Governo pode privatizar a Petrobras seguindo o mesmo modelo da Eletrobras? - UOL Economia

O governo voltou a cogitar a privatização da Petrobras por meio de um modelo semelhante ao usado para desestatizar a Eletrobras, ou seja, com uma capitalização (venda de ações na Bolsa). Desta vez, a possibilidade foi citada pelo ministro da Economia, Paulo Guedes. Se no caso da elétrica a participação do governo no capital votando teve que cair de 68,6% para menos de 50%, na petroleira, o bloco de controle estatal é menor, de apenas 50,26% das ações ON (ordinárias, que dão direito a voto em decisões da empresa).

Esse é um dos motivos que tornam viável a privatização da Petrobras por meio de uma capitalização, dizem especialistas ouvidos pelo UOL. Segundo eles, há investidores interessados e outros exemplos no mundo. Mas, diferentemente da Eletrobras, que foi privatizada quando a maior parte do setor de energia já era privado, a Petrobras ainda domina 75% do refino de combustíveis e 93% da exploração de petróleo. Há maior resistência política à privatização da empresa.

Passos já dados na privatização da Petrobras

Em 30 de maio, o Ministério de Minas e Energia formalizou ao Ministério da Economia o pedido de inclusão da Petrobras na carteira do Programa de Parcerias de Investimentos (PPI), o que foi aprovado em 2 de junho. O processo está com a equipe técnica do Ministério da Economia, responsável pelos estudos para definir um modelo de privatização da Petrobras.

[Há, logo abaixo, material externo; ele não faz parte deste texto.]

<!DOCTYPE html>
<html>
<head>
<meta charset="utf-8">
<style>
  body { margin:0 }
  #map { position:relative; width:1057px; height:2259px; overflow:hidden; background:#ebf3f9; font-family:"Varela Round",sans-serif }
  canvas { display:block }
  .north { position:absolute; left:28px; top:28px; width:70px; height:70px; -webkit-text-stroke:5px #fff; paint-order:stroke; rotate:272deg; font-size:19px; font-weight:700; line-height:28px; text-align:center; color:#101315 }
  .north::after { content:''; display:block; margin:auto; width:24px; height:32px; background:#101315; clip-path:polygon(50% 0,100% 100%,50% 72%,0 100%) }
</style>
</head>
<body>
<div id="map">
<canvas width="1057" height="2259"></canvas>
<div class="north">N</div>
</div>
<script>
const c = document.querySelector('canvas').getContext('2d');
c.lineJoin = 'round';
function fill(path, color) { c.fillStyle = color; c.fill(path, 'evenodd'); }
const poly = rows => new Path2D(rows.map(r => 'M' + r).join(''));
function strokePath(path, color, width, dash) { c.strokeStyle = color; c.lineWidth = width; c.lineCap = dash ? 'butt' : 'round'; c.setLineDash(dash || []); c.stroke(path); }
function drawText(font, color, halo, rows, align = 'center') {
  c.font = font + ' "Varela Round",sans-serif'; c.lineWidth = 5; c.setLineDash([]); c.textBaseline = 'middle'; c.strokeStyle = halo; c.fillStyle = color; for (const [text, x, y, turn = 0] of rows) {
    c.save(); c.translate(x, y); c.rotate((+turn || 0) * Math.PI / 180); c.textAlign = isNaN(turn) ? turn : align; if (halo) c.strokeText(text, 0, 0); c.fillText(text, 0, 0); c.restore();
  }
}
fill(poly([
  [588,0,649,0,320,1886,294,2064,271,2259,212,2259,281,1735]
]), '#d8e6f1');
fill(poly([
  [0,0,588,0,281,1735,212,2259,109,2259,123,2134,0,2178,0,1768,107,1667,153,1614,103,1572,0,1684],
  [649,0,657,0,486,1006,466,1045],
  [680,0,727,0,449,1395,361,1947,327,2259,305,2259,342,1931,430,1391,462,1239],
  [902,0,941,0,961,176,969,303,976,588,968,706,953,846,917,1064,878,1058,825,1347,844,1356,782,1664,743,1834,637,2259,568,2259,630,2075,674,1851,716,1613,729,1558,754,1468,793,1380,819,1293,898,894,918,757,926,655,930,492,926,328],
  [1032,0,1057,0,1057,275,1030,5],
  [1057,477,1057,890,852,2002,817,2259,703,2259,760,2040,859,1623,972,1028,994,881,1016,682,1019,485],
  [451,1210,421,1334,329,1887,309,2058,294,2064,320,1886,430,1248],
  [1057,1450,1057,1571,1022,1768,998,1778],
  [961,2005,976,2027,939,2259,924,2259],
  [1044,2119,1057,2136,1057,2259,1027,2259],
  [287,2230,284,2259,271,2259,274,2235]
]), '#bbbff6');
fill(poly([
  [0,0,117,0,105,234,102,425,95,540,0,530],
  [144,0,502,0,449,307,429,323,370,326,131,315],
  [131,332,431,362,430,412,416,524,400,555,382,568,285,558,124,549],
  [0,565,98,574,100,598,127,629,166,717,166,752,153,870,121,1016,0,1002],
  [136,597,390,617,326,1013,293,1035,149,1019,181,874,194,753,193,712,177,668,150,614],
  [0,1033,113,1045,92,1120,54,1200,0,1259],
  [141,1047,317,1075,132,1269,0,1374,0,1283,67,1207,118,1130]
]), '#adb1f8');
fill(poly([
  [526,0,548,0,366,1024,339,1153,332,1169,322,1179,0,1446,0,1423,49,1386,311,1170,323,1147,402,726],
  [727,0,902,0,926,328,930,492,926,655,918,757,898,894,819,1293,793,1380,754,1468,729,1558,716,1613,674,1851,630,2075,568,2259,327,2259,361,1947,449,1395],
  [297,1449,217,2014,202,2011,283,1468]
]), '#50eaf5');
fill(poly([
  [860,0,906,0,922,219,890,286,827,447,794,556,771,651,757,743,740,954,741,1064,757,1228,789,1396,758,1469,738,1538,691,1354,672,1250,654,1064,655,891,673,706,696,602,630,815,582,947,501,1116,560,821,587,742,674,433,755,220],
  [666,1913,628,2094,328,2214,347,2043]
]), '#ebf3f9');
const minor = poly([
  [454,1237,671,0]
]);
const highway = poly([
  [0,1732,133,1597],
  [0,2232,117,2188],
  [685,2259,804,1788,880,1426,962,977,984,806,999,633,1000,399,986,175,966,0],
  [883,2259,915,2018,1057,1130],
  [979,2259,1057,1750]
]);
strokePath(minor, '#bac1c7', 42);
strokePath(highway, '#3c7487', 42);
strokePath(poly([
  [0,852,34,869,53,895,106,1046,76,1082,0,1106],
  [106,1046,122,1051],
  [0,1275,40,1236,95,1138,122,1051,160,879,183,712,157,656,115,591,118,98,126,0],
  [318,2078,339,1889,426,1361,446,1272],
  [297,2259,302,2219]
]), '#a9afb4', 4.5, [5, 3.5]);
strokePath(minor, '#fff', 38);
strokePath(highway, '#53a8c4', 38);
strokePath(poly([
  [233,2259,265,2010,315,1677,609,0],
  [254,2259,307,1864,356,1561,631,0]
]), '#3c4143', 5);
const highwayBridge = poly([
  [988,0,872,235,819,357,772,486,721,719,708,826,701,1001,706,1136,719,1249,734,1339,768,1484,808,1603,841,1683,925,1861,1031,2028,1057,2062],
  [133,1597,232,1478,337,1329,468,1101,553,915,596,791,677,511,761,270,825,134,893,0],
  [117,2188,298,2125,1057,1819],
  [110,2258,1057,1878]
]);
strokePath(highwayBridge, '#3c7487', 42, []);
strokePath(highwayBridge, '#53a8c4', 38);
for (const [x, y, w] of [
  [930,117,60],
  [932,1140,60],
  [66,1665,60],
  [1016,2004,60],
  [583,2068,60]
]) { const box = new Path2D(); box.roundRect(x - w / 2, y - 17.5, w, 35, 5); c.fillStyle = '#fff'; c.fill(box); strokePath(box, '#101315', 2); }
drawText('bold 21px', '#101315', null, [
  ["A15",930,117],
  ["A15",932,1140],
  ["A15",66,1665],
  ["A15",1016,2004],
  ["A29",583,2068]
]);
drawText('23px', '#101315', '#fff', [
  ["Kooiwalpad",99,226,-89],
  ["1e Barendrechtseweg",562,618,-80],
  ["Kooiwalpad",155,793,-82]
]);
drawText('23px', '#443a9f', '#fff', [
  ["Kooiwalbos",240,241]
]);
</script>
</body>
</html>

Primeiro, a Eletrobras era monopólio verticalizado, vendeu a cadeia de distribuição, depois as cadeias de transmissão. E agora finalmente privatizamos a empresa. A Petrobras é a mesma coisa. Vendeu a cadeia de distribuição. No final, está limitada ao core business [parte principal do negócio], que é a exploração de petróleo. Aí nós podemos também privatizar e aumentar a competição.
Paulo Guedes

Venda de ativos já começou

Como afirmou Guedes, a Petrobras já vendeu R$ 243,7 bilhões am ativos após 68 transações em sete anos, desde 2015, em negócios como o da distribuidora de combustíveis BR, polos de gás, gasodutos e de campos de exploração de petróleo.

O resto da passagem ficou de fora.